(RECORDS FOR THE EXERCISE Opens)
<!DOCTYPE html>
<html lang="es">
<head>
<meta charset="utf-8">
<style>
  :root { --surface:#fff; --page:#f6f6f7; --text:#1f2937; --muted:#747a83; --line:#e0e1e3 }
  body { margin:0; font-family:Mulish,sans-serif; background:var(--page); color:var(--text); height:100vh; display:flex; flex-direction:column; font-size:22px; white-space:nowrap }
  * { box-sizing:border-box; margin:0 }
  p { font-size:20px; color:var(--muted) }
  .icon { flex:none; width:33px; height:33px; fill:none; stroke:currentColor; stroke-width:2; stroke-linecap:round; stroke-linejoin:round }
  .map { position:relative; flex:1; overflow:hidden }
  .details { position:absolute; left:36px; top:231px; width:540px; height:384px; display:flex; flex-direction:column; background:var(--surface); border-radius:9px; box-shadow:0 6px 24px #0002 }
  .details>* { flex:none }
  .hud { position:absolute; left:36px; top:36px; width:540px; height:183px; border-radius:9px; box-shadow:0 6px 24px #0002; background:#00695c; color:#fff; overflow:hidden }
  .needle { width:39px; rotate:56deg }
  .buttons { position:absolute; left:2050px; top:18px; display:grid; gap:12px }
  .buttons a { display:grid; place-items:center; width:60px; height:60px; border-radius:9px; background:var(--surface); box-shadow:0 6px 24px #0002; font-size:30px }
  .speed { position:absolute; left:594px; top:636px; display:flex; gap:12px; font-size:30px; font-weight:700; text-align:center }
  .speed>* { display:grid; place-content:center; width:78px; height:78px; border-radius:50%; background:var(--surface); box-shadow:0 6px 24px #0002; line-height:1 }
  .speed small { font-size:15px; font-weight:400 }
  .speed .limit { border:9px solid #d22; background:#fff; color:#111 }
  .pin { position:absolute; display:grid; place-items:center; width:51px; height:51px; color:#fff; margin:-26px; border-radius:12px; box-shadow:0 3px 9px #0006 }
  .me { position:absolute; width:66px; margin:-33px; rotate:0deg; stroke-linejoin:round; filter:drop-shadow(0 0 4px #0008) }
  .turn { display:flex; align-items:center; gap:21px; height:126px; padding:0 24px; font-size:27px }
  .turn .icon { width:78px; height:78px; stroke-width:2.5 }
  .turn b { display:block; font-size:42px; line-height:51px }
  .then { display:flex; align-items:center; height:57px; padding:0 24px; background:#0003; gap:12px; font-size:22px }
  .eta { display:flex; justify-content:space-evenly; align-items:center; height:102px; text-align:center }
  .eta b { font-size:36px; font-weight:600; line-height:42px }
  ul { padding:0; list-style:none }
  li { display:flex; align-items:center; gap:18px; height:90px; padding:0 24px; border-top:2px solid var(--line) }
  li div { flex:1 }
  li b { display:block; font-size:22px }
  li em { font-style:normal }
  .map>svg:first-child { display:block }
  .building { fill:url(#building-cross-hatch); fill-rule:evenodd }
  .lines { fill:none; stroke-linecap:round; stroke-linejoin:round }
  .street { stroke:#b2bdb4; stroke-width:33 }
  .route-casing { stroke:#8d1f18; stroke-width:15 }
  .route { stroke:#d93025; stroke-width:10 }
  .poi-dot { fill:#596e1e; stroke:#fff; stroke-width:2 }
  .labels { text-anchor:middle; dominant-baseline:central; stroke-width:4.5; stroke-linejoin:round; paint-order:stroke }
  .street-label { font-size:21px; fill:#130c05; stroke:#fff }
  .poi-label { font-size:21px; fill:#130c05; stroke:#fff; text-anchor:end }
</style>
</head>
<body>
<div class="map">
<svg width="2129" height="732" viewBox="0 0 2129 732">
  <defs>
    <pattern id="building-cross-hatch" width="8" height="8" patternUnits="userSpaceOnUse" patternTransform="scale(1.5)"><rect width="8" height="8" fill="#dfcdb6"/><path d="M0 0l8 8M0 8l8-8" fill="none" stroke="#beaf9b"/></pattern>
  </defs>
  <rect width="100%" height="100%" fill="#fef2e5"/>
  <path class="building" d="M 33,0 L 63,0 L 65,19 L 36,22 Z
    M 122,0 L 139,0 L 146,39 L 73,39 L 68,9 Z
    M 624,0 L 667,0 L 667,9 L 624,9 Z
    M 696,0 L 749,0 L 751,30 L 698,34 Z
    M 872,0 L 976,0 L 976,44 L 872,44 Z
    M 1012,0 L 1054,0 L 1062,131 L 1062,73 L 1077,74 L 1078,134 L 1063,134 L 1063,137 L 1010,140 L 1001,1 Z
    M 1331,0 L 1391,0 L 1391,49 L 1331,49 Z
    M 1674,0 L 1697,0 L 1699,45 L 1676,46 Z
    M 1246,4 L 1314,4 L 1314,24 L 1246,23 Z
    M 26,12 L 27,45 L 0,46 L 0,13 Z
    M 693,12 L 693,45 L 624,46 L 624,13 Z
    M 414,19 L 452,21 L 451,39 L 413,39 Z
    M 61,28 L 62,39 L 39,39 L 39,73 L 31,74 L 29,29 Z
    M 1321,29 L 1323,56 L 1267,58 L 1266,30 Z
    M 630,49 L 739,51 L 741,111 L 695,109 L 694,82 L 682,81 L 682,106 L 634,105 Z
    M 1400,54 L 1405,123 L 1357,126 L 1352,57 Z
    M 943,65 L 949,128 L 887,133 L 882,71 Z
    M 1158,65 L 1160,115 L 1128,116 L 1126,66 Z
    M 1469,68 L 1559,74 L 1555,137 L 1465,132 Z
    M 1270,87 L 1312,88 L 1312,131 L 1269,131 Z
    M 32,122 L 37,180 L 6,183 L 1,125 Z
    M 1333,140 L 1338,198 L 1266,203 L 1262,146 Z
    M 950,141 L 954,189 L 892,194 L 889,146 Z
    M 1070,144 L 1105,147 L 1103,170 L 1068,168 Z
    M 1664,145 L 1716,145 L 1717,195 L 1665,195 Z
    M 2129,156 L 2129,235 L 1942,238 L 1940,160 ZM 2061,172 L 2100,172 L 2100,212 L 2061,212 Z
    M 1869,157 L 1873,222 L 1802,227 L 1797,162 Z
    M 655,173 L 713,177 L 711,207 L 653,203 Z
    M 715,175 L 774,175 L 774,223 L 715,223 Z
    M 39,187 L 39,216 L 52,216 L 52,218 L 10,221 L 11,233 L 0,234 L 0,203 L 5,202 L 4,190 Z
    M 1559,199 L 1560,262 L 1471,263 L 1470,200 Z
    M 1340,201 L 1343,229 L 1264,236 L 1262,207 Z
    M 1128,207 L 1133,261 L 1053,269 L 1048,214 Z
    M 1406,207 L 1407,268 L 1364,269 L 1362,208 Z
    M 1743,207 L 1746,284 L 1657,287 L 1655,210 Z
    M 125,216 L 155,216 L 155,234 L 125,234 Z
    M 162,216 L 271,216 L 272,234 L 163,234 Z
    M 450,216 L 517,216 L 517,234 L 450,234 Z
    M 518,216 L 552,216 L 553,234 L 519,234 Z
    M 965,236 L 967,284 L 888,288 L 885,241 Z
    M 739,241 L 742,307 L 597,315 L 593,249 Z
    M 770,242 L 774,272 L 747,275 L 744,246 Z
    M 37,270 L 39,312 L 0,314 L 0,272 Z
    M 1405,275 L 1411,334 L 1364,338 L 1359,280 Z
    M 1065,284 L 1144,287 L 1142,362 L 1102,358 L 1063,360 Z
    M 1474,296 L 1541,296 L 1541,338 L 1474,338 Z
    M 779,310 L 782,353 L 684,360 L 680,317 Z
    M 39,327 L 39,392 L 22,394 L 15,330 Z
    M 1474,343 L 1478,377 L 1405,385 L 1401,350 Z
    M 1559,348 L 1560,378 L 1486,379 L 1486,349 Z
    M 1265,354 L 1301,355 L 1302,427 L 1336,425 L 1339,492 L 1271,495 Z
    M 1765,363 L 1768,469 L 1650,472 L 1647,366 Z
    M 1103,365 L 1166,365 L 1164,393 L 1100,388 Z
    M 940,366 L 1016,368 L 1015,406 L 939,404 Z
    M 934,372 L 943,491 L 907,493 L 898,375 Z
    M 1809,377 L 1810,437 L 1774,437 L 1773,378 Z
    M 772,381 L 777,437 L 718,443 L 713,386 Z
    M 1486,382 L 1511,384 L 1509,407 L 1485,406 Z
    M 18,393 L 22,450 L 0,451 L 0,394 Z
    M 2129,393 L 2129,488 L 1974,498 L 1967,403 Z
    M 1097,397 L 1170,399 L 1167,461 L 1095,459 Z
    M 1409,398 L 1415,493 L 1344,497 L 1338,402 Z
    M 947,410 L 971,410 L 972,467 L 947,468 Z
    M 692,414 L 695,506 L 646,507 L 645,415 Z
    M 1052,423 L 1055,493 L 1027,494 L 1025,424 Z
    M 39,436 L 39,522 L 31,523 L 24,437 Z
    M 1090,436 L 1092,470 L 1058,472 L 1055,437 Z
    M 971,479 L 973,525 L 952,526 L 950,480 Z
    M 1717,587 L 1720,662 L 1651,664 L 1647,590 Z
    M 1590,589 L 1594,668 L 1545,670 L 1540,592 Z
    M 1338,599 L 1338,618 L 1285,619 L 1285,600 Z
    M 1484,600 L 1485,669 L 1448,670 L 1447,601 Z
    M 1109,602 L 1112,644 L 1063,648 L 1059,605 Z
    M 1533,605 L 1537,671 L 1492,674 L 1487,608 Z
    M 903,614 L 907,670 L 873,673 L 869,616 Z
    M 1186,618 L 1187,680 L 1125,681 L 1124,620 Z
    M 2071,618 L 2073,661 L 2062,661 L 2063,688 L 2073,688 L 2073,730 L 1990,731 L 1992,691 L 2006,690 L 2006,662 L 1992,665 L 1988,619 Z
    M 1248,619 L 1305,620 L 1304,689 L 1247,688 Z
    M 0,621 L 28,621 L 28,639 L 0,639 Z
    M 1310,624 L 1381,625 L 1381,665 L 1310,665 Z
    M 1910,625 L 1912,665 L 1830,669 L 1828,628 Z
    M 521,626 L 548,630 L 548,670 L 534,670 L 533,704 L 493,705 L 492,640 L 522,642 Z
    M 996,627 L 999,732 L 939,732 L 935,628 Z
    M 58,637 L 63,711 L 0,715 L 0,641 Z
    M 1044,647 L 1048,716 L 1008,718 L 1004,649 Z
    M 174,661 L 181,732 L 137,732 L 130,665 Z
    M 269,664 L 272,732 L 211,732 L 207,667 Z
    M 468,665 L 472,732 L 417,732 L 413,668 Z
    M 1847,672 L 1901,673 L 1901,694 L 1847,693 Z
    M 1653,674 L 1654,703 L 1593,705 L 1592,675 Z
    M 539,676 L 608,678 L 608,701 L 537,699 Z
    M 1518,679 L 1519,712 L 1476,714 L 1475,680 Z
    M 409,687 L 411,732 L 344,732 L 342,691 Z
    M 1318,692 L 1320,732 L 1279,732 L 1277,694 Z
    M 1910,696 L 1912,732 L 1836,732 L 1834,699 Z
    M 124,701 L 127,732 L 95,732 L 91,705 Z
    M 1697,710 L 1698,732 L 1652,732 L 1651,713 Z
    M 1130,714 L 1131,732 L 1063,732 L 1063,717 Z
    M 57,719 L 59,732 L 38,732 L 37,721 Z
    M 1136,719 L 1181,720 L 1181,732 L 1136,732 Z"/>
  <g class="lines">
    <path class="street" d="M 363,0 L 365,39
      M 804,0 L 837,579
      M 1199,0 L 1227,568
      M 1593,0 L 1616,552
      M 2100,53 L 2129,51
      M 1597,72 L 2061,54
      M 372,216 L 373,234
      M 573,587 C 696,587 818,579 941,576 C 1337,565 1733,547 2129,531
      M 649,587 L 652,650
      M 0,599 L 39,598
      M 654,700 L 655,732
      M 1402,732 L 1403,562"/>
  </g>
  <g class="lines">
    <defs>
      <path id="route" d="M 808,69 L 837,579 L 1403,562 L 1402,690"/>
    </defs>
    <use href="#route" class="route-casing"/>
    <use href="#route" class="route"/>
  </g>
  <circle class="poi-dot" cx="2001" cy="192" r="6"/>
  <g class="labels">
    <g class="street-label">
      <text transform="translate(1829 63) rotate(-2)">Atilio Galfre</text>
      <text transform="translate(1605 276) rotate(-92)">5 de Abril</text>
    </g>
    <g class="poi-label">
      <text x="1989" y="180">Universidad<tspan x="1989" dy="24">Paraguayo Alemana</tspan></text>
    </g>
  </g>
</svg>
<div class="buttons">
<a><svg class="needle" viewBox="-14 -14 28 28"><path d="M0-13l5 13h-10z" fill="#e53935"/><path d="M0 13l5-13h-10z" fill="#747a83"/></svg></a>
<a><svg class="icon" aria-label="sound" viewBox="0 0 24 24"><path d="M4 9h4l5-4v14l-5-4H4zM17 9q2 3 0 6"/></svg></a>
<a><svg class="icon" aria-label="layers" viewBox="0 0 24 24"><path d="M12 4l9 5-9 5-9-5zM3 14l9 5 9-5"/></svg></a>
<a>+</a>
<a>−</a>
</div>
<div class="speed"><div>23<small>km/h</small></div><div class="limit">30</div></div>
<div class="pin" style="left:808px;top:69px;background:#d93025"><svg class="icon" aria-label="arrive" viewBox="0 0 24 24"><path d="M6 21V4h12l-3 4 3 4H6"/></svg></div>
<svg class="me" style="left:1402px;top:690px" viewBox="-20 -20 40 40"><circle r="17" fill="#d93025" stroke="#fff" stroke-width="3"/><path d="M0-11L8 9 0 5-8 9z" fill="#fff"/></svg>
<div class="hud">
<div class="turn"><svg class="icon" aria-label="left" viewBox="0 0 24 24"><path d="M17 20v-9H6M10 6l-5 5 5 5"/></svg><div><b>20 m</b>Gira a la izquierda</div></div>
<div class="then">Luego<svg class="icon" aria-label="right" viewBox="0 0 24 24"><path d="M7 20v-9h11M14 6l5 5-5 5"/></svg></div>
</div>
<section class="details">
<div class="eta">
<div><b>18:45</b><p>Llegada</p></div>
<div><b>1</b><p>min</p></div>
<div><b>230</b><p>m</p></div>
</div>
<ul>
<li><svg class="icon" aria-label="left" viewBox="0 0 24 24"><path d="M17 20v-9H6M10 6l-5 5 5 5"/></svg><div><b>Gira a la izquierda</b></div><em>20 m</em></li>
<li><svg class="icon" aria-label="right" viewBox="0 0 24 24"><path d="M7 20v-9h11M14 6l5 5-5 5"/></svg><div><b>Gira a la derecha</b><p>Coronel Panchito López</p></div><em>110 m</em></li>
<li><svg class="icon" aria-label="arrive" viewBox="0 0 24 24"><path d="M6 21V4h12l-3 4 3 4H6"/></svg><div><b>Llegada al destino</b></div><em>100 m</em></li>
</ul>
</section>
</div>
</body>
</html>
(RECORDS FOR THE EXERCISE Closes)
WORK INSTRUCTIONS
Collect, from the material above, every line containing the word "border".

ANSWER FOR THIS EXERCISE
  * { box-sizing:border-box; margin:0 }
  .details { position:absolute; left:36px; top:231px; width:540px; height:384px; display:flex; flex-direction:column; background:var(--surface); border-radius:9px; box-shadow:0 6px 24px #0002 }
  .hud { position:absolute; left:36px; top:36px; width:540px; height:183px; border-radius:9px; box-shadow:0 6px 24px #0002; background:#00695c; color:#fff; overflow:hidden }
  .buttons a { display:grid; place-items:center; width:60px; height:60px; border-radius:9px; background:var(--surface); box-shadow:0 6px 24px #0002; font-size:30px }
  .speed>* { display:grid; place-content:center; width:78px; height:78px; border-radius:50%; background:var(--surface); box-shadow:0 6px 24px #0002; line-height:1 }
  .speed .limit { border:9px solid #d22; background:#fff; color:#111 }
  .pin { position:absolute; display:grid; place-items:center; width:51px; height:51px; color:#fff; margin:-26px; border-radius:12px; box-shadow:0 3px 9px #0006 }
  li { display:flex; align-items:center; gap:18px; height:90px; padding:0 24px; border-top:2px solid var(--line) }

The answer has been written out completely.